Hello and best of the Holidays to ya.

I have the German and the Gato large kit submarines that Revell recently put out. Does anyone know if they have announced anything new in the large scale?

thanks


----------



## djnick66 (May 2, 2008)

Probably a follow up to their 1/144 Fletcher? They slipped out a largely new 1/350 Tirpitz with less hub bub than their Bismarck.


----------



## Jafo (Apr 22, 2005)

Lindburg has some huge Jap subs coming out
http://www.lindberg-models.com/models-in_the_water.html


----------



## djnick66 (May 2, 2008)

Well Revell's next big kit isnt a ship its a 1/32 Heinkel 111 German bomber, along with a BAE Hawk and Arado Ar. 196.

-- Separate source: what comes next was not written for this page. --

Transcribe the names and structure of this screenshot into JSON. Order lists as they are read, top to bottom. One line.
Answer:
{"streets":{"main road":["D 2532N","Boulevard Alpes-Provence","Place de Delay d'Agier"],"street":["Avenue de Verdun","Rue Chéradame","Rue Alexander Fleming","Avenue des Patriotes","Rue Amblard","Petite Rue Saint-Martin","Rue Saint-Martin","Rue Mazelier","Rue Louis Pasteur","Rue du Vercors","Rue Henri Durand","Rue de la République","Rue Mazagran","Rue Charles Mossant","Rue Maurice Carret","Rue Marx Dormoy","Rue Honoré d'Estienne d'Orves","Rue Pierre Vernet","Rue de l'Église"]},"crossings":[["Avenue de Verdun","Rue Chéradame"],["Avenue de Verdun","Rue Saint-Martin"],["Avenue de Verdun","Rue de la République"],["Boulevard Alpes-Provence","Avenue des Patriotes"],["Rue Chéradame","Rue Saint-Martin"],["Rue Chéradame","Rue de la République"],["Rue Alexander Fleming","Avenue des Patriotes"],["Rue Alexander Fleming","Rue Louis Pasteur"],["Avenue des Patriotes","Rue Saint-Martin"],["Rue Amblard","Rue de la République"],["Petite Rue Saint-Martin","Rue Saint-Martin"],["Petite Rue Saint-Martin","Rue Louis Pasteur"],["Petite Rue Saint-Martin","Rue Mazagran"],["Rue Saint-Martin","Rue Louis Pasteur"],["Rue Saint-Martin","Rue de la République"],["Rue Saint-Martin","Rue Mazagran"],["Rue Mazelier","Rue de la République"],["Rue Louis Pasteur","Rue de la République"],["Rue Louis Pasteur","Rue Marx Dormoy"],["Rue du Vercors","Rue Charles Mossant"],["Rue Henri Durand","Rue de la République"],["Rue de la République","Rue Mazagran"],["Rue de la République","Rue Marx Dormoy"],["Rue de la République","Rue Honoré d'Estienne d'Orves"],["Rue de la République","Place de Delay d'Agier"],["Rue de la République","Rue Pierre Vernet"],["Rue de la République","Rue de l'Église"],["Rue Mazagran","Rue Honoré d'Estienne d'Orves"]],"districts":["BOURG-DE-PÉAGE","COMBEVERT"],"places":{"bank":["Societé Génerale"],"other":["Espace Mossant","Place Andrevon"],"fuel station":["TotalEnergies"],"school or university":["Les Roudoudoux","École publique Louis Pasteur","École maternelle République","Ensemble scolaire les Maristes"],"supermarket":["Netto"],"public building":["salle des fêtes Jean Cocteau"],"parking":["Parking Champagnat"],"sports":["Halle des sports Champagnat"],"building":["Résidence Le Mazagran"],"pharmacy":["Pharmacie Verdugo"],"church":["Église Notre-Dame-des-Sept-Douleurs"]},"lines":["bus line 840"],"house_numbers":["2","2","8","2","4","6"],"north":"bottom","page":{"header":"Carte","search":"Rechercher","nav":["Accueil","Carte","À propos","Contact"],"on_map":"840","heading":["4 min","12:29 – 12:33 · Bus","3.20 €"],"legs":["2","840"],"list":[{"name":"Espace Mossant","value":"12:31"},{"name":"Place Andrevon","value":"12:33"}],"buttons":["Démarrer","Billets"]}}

The first of the 1/72 Lindberg Japanese subs has been out for some months now. Its a total POS too. The designers confused the I-153 and I-53 submarines, and also decided to make many of the details, like the hatches, 1/32 scale ?!?!? For the $$ its a huge disappointment since its not just lacking in detail, but is just inaccurate all over.


----------



## djfDan (Jan 2, 2010)

no, i have not heard about this new model, but i cannot wait to actually see it!
:wave:


----------



## surfsup (Apr 19, 2009)

Revell have updated the 1-144 Fletcher Moulds to produce a German Z Class Destroyer. Uses the same Hull but the Superstructure is entirely different...Cheers Mark


----------



## roadrner (Jul 21, 1999)

Any pix of your models available yet ? rr


----------